The Russians were coming, even, from that still exotic land of onion-dome churches and mesmerizing vodka — before the Iron Curtain clamped down.
Osage was accents.
Smatterings of languages, other than English.
And everyone’s dad looking the same (Black) when he emerged from the maw of mine at the end of his shift.
In the doorway of her teens, she gasped at those unaltered photographs of Emmitt Till’s mutilated corpse that were published in Jet, the magazine her family subscribed to faithfully.
“How could anybody do that to another person? How could anybody do that to a little boy?”
In comes the good air …
Marshall’s good friend Jack Bowman, who is not Black, was notching his growing-up years in West Virginia at roughly the same time.
The retired law school professor and Morgantown toastmaster always unfurls the 35-star version of the American flag in honor of West Virginia statehood.
He isn’t broaching any civic protocols in doing so, he says.
For him, it’s about history.
Respecting it, and not repeating a lot of it, if you can help it.
Bowman was WVU student body president in 1960.
Three years later, as a student at the university’s College of Law, he was instrumental in bringing the mast of the USS West Virginia to Oglebay Hall, in that centennial year of statehood.
The ship, lovingly called, the “Wee-Vee,” by its crew, was rendered dead in the water at Pearl Harbor on Dec. 7, 1941.
Dorie Miller became a hero on the Wee-Vee that day.

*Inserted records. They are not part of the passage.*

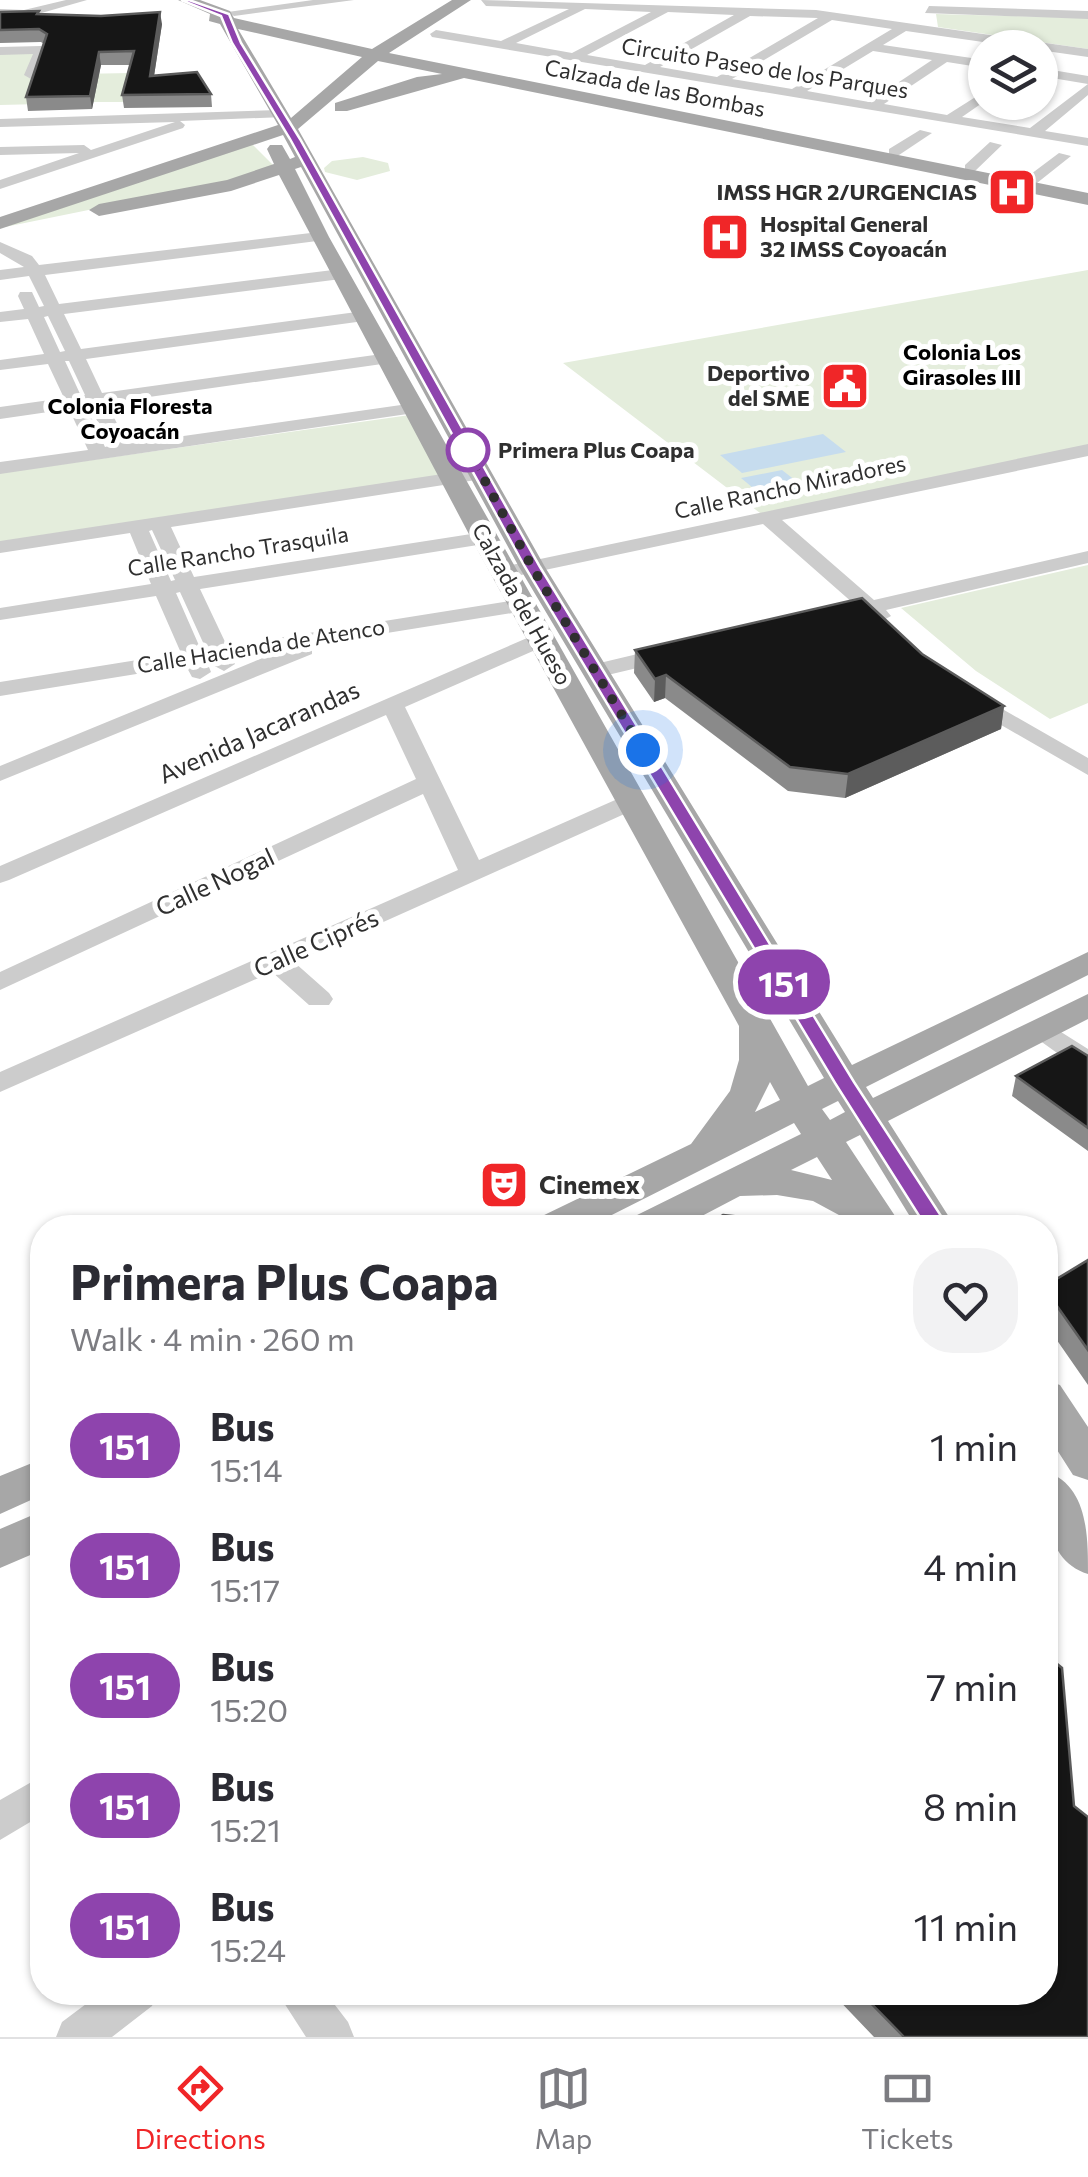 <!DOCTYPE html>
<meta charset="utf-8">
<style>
:root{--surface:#fff;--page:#f2f2f3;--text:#2b2b33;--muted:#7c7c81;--line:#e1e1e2;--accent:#f02628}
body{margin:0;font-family:Commissioner,sans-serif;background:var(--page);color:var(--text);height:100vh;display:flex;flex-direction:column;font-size:38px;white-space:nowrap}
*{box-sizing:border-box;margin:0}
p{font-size:32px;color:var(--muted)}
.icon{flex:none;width:55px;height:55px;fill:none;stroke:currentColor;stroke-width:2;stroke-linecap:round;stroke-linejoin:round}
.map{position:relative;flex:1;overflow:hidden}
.details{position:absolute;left:30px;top:1215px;width:1028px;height:790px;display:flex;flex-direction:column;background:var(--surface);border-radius:40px;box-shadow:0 2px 8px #0004}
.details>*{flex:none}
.badge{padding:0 20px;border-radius:32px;font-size:35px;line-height:65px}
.buttons{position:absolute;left:968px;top:30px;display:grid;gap:20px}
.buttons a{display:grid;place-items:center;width:90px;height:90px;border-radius:50%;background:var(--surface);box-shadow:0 2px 8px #0004;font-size:50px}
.you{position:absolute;width:50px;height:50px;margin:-25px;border:8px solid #fff;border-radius:50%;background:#1a73e8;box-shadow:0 0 0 15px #1a73e833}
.map>.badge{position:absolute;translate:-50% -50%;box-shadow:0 0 0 5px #fff}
.round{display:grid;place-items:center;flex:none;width:105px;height:105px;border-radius:40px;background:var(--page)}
.headline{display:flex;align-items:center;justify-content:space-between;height:170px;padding:0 40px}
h1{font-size:48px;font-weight:700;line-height:75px}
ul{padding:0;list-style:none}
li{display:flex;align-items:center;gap:30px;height:120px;padding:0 40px}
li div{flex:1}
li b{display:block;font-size:38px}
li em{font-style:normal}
li .badge{min-width:110px;font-weight:700;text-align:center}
.tab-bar{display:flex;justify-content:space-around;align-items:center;height:140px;border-top:2px solid var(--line);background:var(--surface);font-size:28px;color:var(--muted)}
.tab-bar a{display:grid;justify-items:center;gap:5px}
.tab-bar .current{color:var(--accent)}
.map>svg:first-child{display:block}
</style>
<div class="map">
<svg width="1088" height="2037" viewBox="0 0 1088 2037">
<rect width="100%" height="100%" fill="#fff"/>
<!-- green -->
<path fill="#e4eddc" d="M936,14l152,4v31l-150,-22z
M34,52l-7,23 103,-2 -4,29h-33l1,-3 -13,4 -81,2v-52z
M252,144l21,21 -42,16 -231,47z
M363,157l25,6 2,8 -33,9 -32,-8 -1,-4 8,-7z
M1088,270v178l-324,68 -201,-153z
M410,415l31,64 -441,66v-72z
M1088,565v138l-38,16 -74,-48 -75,-63z"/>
<!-- water -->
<path fill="#c6dcee" d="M823,434l23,18 -104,21 -22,-18z
M782,470l23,18 -41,9 -23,-19z"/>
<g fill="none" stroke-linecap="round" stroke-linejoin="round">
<!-- minor -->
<path fill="#ccc" fill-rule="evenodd" d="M66,0h21l-63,18 -24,-1v-8l24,1z
M313,0h41l-120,16 -6,-4z
M481,0l335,10 272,39v8l-182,-26 -23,14 102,15v8l-38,-6 -63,42 63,11 38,-24v10l-23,16 68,11 58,-44 -48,-8v-8l48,8v19l-43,36 43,7v8l-656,-109 -2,-3 6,-4 65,11 68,-32 -83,-3zM585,9l66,3 -79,41 -56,-10zM668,12l66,3 -89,50 -58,-10zM750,16l68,2 -101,59 -57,-10zM832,20l60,9 -100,60 -60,-10zM873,51l59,9 -63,42 -62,-11z
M929,6l159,5v8l-163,-6z
M0,47l41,-1 6,4 -9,25 -7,4 -7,-4 9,-21 -33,1z
M279,110l5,1v6l-104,4 5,4 -2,3 -183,61v-9l79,-27 -79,2v-8l84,-2 7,5 84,-28 -175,5v-8z
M920,130l12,3 -33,22h-10v-6z
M990,142l12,3 -27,26h-10v-6z
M1059,153l12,3 -34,27h-10v-6z
M319,232l8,5 -2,3 -280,35 14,29 282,-35 8,5 -8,5 -277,35 17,35 283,-38 8,5 -8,5 -278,38 16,34 287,-40 9,5 -9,5 -282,40 20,41 288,-41 9,5 -3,4 -421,62v-12l88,-12 -19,-41 -69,10v-12l64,-9 -16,-34 -48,6v-10l44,-6 -16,-35 -28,3v-10l24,-3 -6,-13 2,-4h12l7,15 5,-1 -15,-30 -29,4v-10l24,-3 -24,-14v-11l32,14 7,9zM48,316l17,35 -5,1 -16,-35zM65,361h4l16,34 -4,1zM86,406h4l19,40 -4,1z
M1088,444v12l-306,64 92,80 214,-49v12l-202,47 5,6 -11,6 -14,-7 -38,5 -3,-5 3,-5 26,-6 -91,-80 -256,54 -10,-6 10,-6z
M482,468l7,2v8l-318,49 23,50 290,-45 10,6 -10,6 -284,45 27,57 296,-47 8,1 3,5 -3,5 -219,35v9l-312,127v-15l282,-116 -50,8 3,6 -11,7 -17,-9 4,10 -11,7 -8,-2 -6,-11 -186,30v-14l181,-29 -25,-57 -156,24v-12l151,-24 -21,-51 -130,20v-12zM152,530l23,50 -4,1 -22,-50zM180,592l26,57 -5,1 -25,-57z
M541,632l11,7 -3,5 -144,63 74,153 143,-63h18l3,5 -3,5 -346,155 35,31 4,6 -4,6h-20l-37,-33 -272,120v-20l458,-202 -35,-76 -423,196v-18l416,-193 -30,-64 -377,165 -9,3v-17z
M667,647l8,2 3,5 -3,5 -80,19 -11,-7 3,-5z
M971,691l117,67v17l-125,-72 -3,-5 3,-5z
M1042,1020l46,29v22l-10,-3 -46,-33 -4,-6 4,-6z
M42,1776v39l-42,25v-40z
M102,1992h56l-6,14 -40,31h-56l6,-15z
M277,1992h48l23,30 6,15h-48z"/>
<!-- major -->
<path fill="#a7a7a7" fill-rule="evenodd" d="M178,0h22l30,11 4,7 138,31 80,-49h19l-82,53 699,140v12l-624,-127 -117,33h-12v-8l82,-26 25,-3 -64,-13 -80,68 247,438 307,498 236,-113v23l-222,112 7,11 215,-104v25l-200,102 68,107h-39l-57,-93 -14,7 57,86h-40l-50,-27 -36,-6 -37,1 -61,32h-53l5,-10 170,-84 -7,-11 -208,105h-53l5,-10 153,-74 39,-53 9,-31v-34l-268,-488 -192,-363 -48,16 -132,25 -10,-6 10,-6 128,-24 47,-16 -7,-15 3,-4h12l8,14 5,-2 -12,-22 -283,94v-12l278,-92 -58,-101 -11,-3 1,-7zM238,29l124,28 -71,61zM301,167l218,400 305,511 -16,8 -479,-849 -34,-68zM770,1082l10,18 -25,12zM838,1101l7,11 -15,8 -8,-11zM817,1157l15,23 -41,-10z
M1045,1380l15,5 28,42v53l-15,-5 -28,-44z
M42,1459v36l-42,19v-38z
M1045,1471c43,14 43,64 43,103 -44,-14 -43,-65 -43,-103z
M42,1511v39l-42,18v-39z"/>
</g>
<!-- wall -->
<path fill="#8a8a8a" d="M39,11v4l123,9 -8,52 57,18 1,13 -88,1 -2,-13 9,-30h-30l-9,44 -64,2 -2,-14 18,-53 -3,-2 -41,1v-31z
M635,650l287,4 82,52 -3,23 -156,69 -57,-7 -123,-93 -11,4 -20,-29z
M1088,1056v95l-76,-55 4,-20z
M1088,1260v125l-43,-62v-37z
M831,1992h214l43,45h-214z"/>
<!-- shaded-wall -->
<path fill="#5c5c5c" d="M160,12l2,12 -10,65 -2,-13z
M99,52l2,13 -9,44 -2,-13z
M666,675l-1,23 -11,4 1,-23z
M1004,706l-3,23 -156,69 3,-24z"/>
<!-- building -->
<path fill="#161616" stroke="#5c5c5c" stroke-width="2.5" d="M39,11l-2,3 64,2 59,-4 -10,64 47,-4 14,22 -89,1 12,-44 -35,1 -9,44 -64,1 21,-63 -8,-5 -39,1v-18z
M862,598l60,56 82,52 -156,68 -58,-7 -124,-92 -11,4 -20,-29z
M1072,1046l16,10v72l-72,-52z
M723,1215l49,5 11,8h-81z
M1088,1260v90l-43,-61v-3z
M1045,1654l17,14 12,138 14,11v220h-184l-44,-45h185z"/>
<!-- line -->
<path fill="#8e44ad" stroke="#fff" stroke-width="2.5" d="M181,0h8l40,14 12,29 59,96 240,428 314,515 91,140 3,6 -3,5h-15l-95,-150 -310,-516 -235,-428 -58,-96 -11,-27z"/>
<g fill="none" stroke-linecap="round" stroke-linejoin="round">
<!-- walk -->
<path stroke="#2f2f2f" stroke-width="10" stroke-dasharray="0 18" d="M468,450l64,117 111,183"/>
</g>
<!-- icons -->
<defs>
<g id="hospital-square" transform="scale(2.5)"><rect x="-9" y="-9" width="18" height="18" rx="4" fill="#f02628" stroke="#fff"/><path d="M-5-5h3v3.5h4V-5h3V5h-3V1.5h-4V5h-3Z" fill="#fff"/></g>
<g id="civic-square" transform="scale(2.5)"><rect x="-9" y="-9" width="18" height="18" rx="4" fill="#f02628" stroke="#fff"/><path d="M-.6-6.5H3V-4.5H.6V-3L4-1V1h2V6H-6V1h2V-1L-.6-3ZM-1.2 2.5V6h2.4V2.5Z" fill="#fff"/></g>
<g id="theatre-square" transform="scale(2.5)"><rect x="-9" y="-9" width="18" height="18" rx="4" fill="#f02628" stroke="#fff"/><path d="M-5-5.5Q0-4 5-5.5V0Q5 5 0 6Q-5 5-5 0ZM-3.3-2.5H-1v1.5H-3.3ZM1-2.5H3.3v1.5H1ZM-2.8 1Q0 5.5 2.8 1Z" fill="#fff"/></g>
</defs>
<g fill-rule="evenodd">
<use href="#hospital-square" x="1012" y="192"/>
<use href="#hospital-square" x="725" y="237"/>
<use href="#civic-square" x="845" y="386"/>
<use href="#theatre-square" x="504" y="1185"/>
</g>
<!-- markers -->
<circle fill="#fff" stroke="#8e44ad" stroke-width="5" cx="468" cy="450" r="20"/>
<g text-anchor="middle" stroke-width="10" stroke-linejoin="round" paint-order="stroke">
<!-- far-street labels -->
<g font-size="22" fill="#2f2f2f" stroke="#fff">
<text transform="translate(765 68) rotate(9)" y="8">Circuito Paseo de los Parques</text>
<text transform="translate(655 88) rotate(11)" y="8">Calzada de las Bombas</text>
<text transform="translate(790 487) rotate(-12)" y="8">Calle Rancho Miradores</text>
<text transform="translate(238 551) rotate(-9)" y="8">Calle Rancho Trasquila</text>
<text transform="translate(522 604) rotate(61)" y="8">Calzada del Hueso</text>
<text transform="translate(261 646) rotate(-9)" y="8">Calle Hacienda de Atenco</text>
</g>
<!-- far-poi labels -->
<g font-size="22" font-weight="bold" fill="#2f2f2f" stroke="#fff" text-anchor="end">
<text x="977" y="200">IMSS HGR 2/URGENCIAS</text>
<text x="760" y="232" text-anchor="start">Hospital General<tspan x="760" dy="25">32 IMSS Coyoacán</tspan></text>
<text x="810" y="381">Deportivo<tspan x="810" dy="25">del SME</tspan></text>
</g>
<!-- far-neighbourhood labels -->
<g font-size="22" font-weight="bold" fill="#000" stroke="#fff">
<text x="962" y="360">Colonia Los<tspan x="962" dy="25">Girasoles III</tspan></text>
<text x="130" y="414">Colonia Floresta<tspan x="130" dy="25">Coyoacán</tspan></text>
</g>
<!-- far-stop labels -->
<g font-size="22" font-weight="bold" fill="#2f2f2f" stroke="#fff" text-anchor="start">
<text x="498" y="458">Primera Plus Coapa</text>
</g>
<!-- street labels -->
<g font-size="25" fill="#2f2f2f" stroke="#fff">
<text transform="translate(259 732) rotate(-24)" y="9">Avenida Jacarandas</text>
<text transform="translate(215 882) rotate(-25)" y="9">Calle Nogal</text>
<text transform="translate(316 943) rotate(-24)" y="9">Calle Ciprés</text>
</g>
<!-- poi labels -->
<g font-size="25" font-weight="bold" fill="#2f2f2f" stroke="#fff" text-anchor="start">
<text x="539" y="1194">Cinemex</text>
</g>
</g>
</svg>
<div class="buttons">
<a><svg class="icon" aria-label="layers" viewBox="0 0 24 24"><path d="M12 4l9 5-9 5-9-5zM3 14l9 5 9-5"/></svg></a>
</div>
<div class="you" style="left:643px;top:750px"></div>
<b class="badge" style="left:784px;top:982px;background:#8e44ad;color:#fff">151</b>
<section class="details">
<div class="headline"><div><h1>Primera Plus Coapa</h1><p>Walk · 4 min · 260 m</p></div><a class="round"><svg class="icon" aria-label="heart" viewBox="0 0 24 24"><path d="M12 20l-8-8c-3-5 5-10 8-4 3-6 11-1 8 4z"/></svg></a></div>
<ul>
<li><span class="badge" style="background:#8e44ad;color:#fff">151</span><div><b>Bus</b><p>15:14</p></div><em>1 min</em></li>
<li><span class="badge" style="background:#8e44ad;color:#fff">151</span><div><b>Bus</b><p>15:17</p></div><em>4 min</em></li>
<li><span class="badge" style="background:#8e44ad;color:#fff">151</span><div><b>Bus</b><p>15:20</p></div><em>7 min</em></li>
<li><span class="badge" style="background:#8e44ad;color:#fff">151</span><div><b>Bus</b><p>15:21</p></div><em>8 min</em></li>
<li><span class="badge" style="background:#8e44ad;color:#fff">151</span><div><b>Bus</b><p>15:24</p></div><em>11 min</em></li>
</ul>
</section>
</div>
<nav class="tab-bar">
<a class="current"><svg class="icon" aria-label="directions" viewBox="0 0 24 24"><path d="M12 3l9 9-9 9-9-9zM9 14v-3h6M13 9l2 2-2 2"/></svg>Directions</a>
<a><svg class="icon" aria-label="map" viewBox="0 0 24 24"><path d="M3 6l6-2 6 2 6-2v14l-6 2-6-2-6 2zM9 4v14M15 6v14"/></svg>Map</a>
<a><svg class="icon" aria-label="tickets" viewBox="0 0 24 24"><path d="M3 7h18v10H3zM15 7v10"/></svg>Tickets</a>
</nav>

Miller was a big kid from Texas doing the only job the U.S. Navy deemed Black individuals of that time capable of doing.
He was a steward, sorting laundry below deck when he felt the first whumps of the explosions.
He propelled himself onto the deck to scoop up every wounded crew mate he saw.
It wasn’t just adrenaline.
The muscular Miller was also the ship’s boxing champion.
He would be recognized with the Navy Cross for his bravery that day.
Every breath you take
That’s good history, the professor emeritus said, and that’s what the mast of the USS West Virginia represents.
Confederate statues, said Bowman — who states he’s a life member of the NAACP — are bad history.
That doesn’t mean, though, he said, that they should be vandalized or destroyed — even if they do represent the less-shining side of the American experience.
Because history, he said, is history.
“We need to see them,” he said.
“That way, we’ll always be reminded of where we’ve been, and where we still need to go.”
During one of his daily COVID-19 briefings, Gov. Jim Justice was recently asked whether he felt this way about the state’s Confederate statues — another of Jackson sits on the Capitol grounds in Charleston — or whether he supported their removal.
Justice said he felt his answer would surprise people.
While he doesn’t believe he has the authority to make the decision himself — that could require a vote by the legislature, or there may be, in some instances, historical societies that have some say — he says he’s less concerned with preserving monuments of history than he is about the future of West Virginia.
“I feel like our Capitol is a place to where all people should always feel comfortable and at ease,” Justice said. “I’m concerned about what’s going to happen for West Virginians and trying to bring goodness to their life tomorrow.
“I am very mindful and respectful of all of our histories, but at the same time, I want to look to our future. I don’t want anyone to feel uncomfortable here. … I don’t know how to answer it any more plainly than just that.
“This is our Capitol, this is our state, this is our people.”
The future is now
Marshall, meanwhile, will never forget the history and symbolism of those balcony seats at the Metropolitan Theater.
As mayor, she was part of the group of Townies and West Virginians, people born here and otherwise, who oversaw the first restorations of the now ornate, iconic venue which had fallen into bad repair.
Marshall stood on the stage as Morgantown’s elected leader and looked up at the balcony.
When she was a kid, and wanted to see a movie, she had to sit there. In that section, because that’s just the way it was.
She had chills, she said. Really.
And it was breath-taking, she said. Really.
Look at me now, she was thinking. Look at us now.
“When you work together, there’s just so much good that can be accomplished.”
A group photograph preserved it. They looked just like statues up there.